[[ ENTRIES SHOWN open ]]

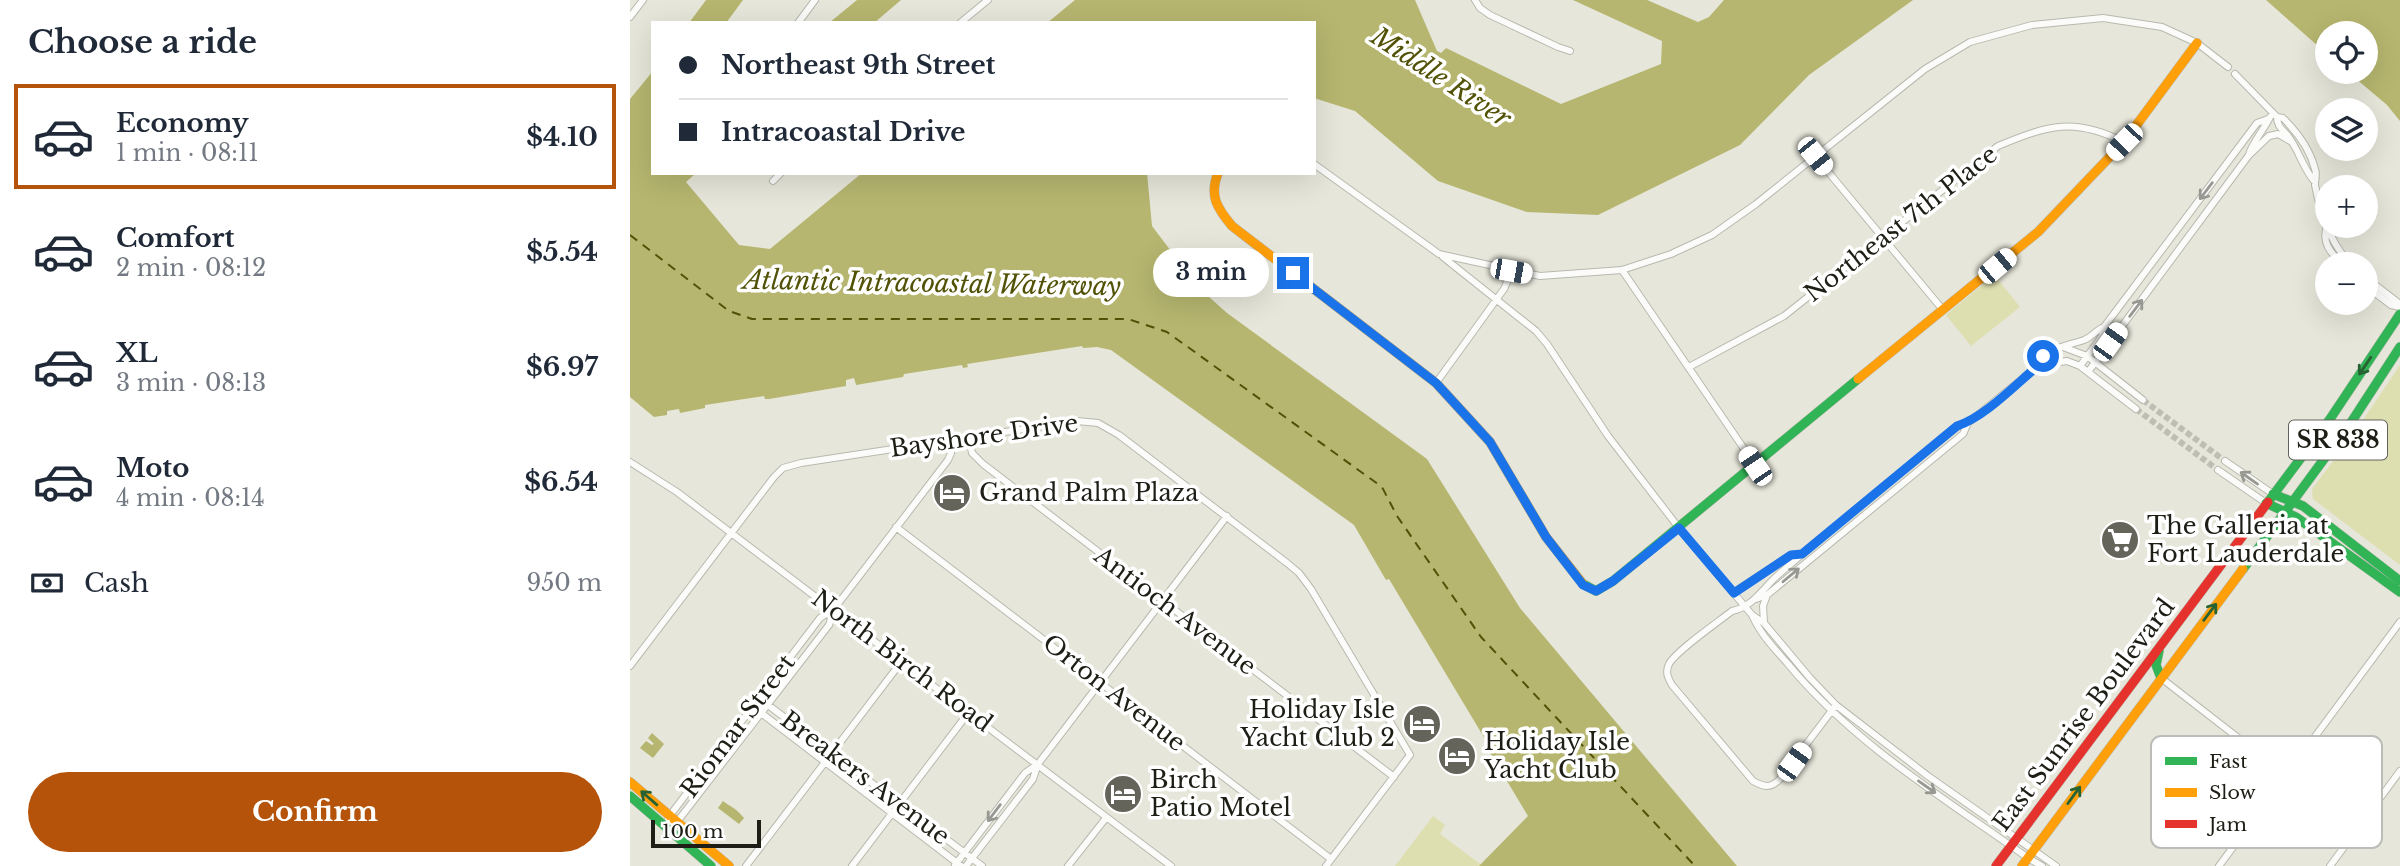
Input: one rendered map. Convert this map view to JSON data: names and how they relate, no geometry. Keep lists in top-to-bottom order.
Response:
{
  "streets": {
    "street": [
      "Northeast 7th Place",
      "Bayshore Drive",
      "SR 838",
      "Antioch Avenue",
      "North Birch Road",
      "Orton Avenue",
      "East Sunrise Boulevard",
      "Riomar Street",
      "Breakers Avenue"
    ]
  },
  "crossings": [
    ["Bayshore Drive", "Antioch Avenue"],
    ["Bayshore Drive", "North Birch Road"],
    ["Bayshore Drive", "Riomar Street"],
    ["North Birch Road", "Riomar Street"],
    ["Orton Avenue", "Riomar Street"],
    ["Riomar Street", "Breakers Avenue"]
  ],
  "water": ["Middle River", "Atlantic Intracoastal Waterway"],
  "places": {
    "hotel": [
      "Grand Palm Plaza",
      "Holiday Isle Yacht Club 2",
      "Holiday Isle Yacht Club",
      "Birch Patio Motel"
    ],
    "supermarket": ["The Galleria at Fort Lauderdale"]
  },
  "legend": ["Fast", "Slow", "Jam"],
  "scale_bar": "100 m",
  "page": {
    "heading": "Choose a ride",
    "map_buttons": ["+", "−"],
    "banner": ["Northeast 9th Street", "Intracoastal Drive"],
    "list": [
      {
        "name": "Economy",
        "note": "1 min · 08:11",
        "value": "$4.10"
      },
      {
        "name": "Comfort",
        "note": "2 min · 08:12",
        "value": "$5.54"
      },
      {
        "name": "XL",
        "note": "3 min · 08:13",
        "value": "$6.97"
      },
      {
        "name": "Moto",
        "note": "4 min · 08:14",
        "value": "$6.54"
      }
    ],
    "bubble": "3 min",
    "pay": ["Cash", "950 m"],
    "buttons": "Confirm",
    "scale": "100 m"
  }
}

[[ ENTRIES SHOWN closed ]]

■ ACTIVITY ■
Could you write out every line above exactly as it stands, with no images?

■ ANSWER FOR THE TASK ■
Input: one rendered map. Convert this map view to JSON data: names and how they relate, no geometry. Keep lists in top-to-bottom order.
Response:
{
  "streets": {
    "street": [
      "Northeast 7th Place",
      "Bayshore Drive",
      "SR 838",
      "Antioch Avenue",
      "North Birch Road",
      "Orton Avenue",
      "East Sunrise Boulevard",
      "Riomar Street",
      "Breakers Avenue"
    ]
  },
  "crossings": [
    ["Bayshore Drive", "Antioch Avenue"],
    ["Bayshore Drive", "North Birch Road"],
    ["Bayshore Drive", "Riomar Street"],
    ["North Birch Road", "Riomar Street"],
    ["Orton Avenue", "Riomar Street"],
    ["Riomar Street", "Breakers Avenue"]
  ],
  "water": ["Middle River", "Atlantic Intracoastal Waterway"],
  "places": {
    "hotel": [
      "Grand Palm Plaza",
      "Holiday Isle Yacht Club 2",
      "Holiday Isle Yacht Club",
      "Birch Patio Motel"
    ],
    "supermarket": ["The Galleria at Fort Lauderdale"]
  },
  "legend": ["Fast", "Slow", "Jam"],
  "scale_bar": "100 m",
  "page": {
    "heading": "Choose a ride",
    "map_buttons": ["+", "−"],
    "banner": ["Northeast 9th Street", "Intracoastal Drive"],
    "list": [
      {
        "name": "Economy",
        "note": "1 min · 08:11",
        "value": "$4.10"
      },
      {
        "name": "Comfort",
        "note": "2 min · 08:12",
        "value": "$5.54"
      },
      {
        "name": "XL",
        "note": "3 min · 08:13",
        "value": "$6.97"
      },
      {
        "name": "Moto",
        "note": "4 min · 08:14",
        "value": "$6.54"
      }
    ],
    "bubble": "3 min",
    "pay": ["Cash", "950 m"],
    "buttons": "Confirm",
    "scale": "100 m"
  }
}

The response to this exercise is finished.